The SEIU contracted with The Oso Group for security services earlier this year when the SEIU sought to assert and solidify control over one of its local affiliates, SEIU United Healthcare Workers-West (UHW). According to the SEIU, UHW leadership actively resisted SEIU’s takeover and allegedly instructed members to “destroy, damage, or transfer UHW documents, records, and other UHW property.” SEIU leaders apparently feared possible violence and retaliation from the UHW. They claimed that UHW leaders told their members to physically resist and impede the SEIU and even harass and threaten other UHW employees and staff who supported the SEIU takeover.
SEIU officials feared for their security, which led to hiring The Oso Group for the aforementioned 24-hour, seven day a week plus surveillance service from the firm.

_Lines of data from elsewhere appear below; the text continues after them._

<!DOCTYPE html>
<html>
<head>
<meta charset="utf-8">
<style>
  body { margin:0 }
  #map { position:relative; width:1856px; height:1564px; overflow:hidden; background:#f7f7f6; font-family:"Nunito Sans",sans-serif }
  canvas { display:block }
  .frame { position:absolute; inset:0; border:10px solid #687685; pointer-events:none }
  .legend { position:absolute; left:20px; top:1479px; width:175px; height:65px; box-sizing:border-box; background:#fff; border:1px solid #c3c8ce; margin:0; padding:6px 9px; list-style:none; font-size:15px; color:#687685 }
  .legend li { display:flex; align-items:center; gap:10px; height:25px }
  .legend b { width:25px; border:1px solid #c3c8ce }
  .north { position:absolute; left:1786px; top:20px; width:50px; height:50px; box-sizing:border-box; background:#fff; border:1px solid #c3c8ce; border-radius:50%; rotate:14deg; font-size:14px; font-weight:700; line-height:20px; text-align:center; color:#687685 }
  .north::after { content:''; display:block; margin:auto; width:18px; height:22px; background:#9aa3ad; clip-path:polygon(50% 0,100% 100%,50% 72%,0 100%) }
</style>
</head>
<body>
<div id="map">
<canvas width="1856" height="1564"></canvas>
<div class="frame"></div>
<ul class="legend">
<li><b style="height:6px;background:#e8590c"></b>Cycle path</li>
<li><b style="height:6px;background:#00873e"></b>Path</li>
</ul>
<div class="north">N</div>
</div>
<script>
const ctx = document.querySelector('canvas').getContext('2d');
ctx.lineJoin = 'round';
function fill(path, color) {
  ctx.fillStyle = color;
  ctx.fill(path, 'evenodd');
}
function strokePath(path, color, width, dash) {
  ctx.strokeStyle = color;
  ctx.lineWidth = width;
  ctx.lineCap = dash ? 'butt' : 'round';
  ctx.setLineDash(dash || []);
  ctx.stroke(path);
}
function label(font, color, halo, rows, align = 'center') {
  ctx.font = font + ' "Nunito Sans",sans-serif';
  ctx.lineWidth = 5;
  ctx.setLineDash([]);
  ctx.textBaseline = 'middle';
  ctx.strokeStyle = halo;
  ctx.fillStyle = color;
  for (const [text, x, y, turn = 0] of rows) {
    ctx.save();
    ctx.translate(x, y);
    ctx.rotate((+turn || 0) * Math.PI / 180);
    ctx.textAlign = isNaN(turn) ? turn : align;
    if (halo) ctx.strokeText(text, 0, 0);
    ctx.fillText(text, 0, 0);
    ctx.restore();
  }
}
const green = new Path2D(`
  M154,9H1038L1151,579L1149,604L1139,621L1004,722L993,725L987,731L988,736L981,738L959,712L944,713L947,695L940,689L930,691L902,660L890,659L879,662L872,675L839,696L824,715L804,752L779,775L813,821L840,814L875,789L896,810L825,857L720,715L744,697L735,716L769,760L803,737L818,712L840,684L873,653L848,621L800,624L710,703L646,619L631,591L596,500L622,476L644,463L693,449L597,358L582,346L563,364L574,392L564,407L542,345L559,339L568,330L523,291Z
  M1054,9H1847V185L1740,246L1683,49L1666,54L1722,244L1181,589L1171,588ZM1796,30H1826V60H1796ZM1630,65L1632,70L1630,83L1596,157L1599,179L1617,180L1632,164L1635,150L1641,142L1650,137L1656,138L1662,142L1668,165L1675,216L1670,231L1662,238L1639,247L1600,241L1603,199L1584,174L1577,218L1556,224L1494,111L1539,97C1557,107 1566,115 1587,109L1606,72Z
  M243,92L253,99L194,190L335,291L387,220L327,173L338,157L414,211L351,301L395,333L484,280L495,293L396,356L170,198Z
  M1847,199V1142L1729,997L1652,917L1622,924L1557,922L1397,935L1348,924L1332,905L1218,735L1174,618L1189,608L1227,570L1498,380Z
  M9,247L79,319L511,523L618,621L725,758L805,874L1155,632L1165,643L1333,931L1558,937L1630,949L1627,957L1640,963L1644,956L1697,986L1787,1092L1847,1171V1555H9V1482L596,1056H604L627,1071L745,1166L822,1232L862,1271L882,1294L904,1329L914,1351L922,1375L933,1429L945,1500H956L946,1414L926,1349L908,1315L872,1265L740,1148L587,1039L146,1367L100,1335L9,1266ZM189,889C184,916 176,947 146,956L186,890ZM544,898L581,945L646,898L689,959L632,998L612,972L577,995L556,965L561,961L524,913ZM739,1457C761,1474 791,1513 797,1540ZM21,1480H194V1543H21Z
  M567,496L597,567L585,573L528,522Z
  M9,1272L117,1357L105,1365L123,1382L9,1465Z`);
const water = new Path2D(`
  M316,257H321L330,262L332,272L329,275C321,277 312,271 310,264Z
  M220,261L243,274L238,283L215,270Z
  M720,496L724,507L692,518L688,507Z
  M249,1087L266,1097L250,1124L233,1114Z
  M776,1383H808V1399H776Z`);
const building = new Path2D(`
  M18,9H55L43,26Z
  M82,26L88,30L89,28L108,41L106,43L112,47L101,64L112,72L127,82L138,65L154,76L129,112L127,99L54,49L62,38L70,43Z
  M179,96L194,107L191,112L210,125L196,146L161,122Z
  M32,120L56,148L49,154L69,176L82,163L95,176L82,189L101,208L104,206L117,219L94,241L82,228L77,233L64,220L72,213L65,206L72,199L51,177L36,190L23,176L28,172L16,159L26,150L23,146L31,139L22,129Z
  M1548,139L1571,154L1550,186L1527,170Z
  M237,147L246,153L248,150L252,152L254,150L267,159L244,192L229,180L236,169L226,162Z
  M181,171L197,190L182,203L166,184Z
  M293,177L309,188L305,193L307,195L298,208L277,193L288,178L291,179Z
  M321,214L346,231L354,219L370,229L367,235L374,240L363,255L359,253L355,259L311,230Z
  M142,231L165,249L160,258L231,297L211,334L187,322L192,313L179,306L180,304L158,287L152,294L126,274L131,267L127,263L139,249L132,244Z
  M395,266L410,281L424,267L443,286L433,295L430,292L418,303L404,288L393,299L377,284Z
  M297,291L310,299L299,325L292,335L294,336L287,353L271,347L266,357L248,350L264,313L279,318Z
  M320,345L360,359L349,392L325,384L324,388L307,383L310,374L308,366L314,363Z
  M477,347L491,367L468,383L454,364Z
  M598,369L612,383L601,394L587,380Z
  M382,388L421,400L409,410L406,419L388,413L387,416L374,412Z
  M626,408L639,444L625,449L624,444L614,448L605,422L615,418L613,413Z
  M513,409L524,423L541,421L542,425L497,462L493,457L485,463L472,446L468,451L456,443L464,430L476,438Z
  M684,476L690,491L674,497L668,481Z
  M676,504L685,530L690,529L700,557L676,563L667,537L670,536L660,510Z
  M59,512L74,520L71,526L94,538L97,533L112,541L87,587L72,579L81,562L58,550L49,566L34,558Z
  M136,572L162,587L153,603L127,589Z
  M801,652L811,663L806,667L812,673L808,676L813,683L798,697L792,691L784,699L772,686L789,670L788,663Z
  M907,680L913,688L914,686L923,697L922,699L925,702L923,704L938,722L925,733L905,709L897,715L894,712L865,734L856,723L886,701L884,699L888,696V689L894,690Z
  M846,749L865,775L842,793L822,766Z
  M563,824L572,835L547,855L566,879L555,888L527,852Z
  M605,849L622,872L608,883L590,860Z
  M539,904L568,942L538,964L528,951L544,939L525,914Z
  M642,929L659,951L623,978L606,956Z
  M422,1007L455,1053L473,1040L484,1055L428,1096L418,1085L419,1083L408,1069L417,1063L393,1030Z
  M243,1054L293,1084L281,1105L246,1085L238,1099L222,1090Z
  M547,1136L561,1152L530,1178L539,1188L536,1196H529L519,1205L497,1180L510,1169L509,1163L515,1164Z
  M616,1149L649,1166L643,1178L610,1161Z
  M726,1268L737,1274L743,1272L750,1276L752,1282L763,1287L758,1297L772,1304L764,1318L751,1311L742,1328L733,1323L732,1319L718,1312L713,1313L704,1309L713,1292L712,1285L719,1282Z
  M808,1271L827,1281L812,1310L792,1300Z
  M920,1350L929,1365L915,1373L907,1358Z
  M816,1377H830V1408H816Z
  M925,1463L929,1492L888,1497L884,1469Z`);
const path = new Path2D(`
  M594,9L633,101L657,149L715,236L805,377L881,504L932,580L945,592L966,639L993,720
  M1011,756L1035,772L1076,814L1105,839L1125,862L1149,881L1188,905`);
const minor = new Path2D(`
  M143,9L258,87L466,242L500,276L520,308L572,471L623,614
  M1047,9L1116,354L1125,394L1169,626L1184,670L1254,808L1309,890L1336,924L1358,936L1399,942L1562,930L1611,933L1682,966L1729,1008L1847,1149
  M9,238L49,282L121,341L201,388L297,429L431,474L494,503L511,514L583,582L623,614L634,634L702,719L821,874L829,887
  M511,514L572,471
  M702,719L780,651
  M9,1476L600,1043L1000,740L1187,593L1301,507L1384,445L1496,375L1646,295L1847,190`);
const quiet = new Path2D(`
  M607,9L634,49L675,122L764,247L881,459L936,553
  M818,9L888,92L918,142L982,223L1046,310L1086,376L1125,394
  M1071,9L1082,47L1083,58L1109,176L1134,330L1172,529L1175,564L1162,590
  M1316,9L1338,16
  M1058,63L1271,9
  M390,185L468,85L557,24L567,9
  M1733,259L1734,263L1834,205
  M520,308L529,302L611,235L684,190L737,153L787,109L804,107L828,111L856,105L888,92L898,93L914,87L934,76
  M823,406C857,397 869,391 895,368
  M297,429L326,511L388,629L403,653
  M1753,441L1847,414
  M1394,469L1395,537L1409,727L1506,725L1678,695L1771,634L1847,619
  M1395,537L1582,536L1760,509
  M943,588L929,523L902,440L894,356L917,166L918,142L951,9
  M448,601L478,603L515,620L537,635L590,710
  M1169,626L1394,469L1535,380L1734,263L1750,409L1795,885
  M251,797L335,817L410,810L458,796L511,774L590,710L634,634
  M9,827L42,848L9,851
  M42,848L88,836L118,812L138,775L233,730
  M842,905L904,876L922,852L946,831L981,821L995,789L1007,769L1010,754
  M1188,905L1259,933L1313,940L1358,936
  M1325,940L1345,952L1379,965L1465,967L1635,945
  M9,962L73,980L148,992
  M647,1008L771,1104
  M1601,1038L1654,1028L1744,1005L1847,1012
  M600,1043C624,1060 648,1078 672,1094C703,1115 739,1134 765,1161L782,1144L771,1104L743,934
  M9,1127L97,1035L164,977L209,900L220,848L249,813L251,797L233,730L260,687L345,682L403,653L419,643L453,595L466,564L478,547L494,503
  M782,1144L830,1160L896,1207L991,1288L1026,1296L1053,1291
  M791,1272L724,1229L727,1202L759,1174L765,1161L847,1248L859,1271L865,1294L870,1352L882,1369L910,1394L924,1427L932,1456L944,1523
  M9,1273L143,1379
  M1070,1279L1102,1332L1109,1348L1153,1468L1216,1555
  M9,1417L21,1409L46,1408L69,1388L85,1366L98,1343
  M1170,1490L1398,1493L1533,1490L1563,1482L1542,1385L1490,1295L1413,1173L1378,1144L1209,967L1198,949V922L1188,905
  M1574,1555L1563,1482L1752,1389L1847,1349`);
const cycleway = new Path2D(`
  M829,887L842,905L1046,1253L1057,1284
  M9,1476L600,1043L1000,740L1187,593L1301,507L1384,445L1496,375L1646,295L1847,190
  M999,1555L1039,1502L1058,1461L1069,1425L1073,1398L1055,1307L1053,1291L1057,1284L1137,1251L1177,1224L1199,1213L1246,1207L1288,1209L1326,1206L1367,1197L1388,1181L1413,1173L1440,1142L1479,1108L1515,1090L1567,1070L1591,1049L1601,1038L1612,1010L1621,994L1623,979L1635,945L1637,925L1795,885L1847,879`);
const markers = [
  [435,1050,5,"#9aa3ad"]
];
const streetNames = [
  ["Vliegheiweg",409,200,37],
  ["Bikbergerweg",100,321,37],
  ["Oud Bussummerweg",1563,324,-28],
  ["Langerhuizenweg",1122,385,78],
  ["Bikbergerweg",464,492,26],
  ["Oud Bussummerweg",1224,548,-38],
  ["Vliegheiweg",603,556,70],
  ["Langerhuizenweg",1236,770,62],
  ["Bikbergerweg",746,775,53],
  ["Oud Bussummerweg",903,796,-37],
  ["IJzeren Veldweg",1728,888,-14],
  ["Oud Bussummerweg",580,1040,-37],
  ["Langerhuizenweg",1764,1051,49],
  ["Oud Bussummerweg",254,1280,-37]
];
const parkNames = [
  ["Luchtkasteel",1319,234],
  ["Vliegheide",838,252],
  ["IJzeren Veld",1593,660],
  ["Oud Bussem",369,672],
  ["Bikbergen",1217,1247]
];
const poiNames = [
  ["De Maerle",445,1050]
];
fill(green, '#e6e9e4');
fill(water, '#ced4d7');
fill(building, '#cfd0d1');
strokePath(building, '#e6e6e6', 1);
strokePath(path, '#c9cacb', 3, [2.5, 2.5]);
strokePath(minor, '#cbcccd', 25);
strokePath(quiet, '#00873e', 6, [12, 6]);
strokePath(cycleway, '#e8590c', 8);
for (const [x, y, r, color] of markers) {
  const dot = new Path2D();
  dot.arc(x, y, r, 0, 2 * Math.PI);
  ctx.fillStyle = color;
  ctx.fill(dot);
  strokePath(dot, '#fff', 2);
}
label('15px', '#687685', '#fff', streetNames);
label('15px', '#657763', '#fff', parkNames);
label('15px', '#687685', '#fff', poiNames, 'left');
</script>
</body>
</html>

Parf of the security contract also included “executive protection and drivers” for the “upper echelon of SEIU leadership” who were visiting California at the time.
We’ve already discussed at length about the SEIU’s feud with UNITE HERE. But hiring the equivalent of a Secret Service detail to protect labor bosses from possible retribution fears (from other unions nonetheless!) is a good indicator of what type of tactics and practices the SEIU is willing to put into play.
Just try to imagine how SEIU and other unions will operate if card check is passed into law.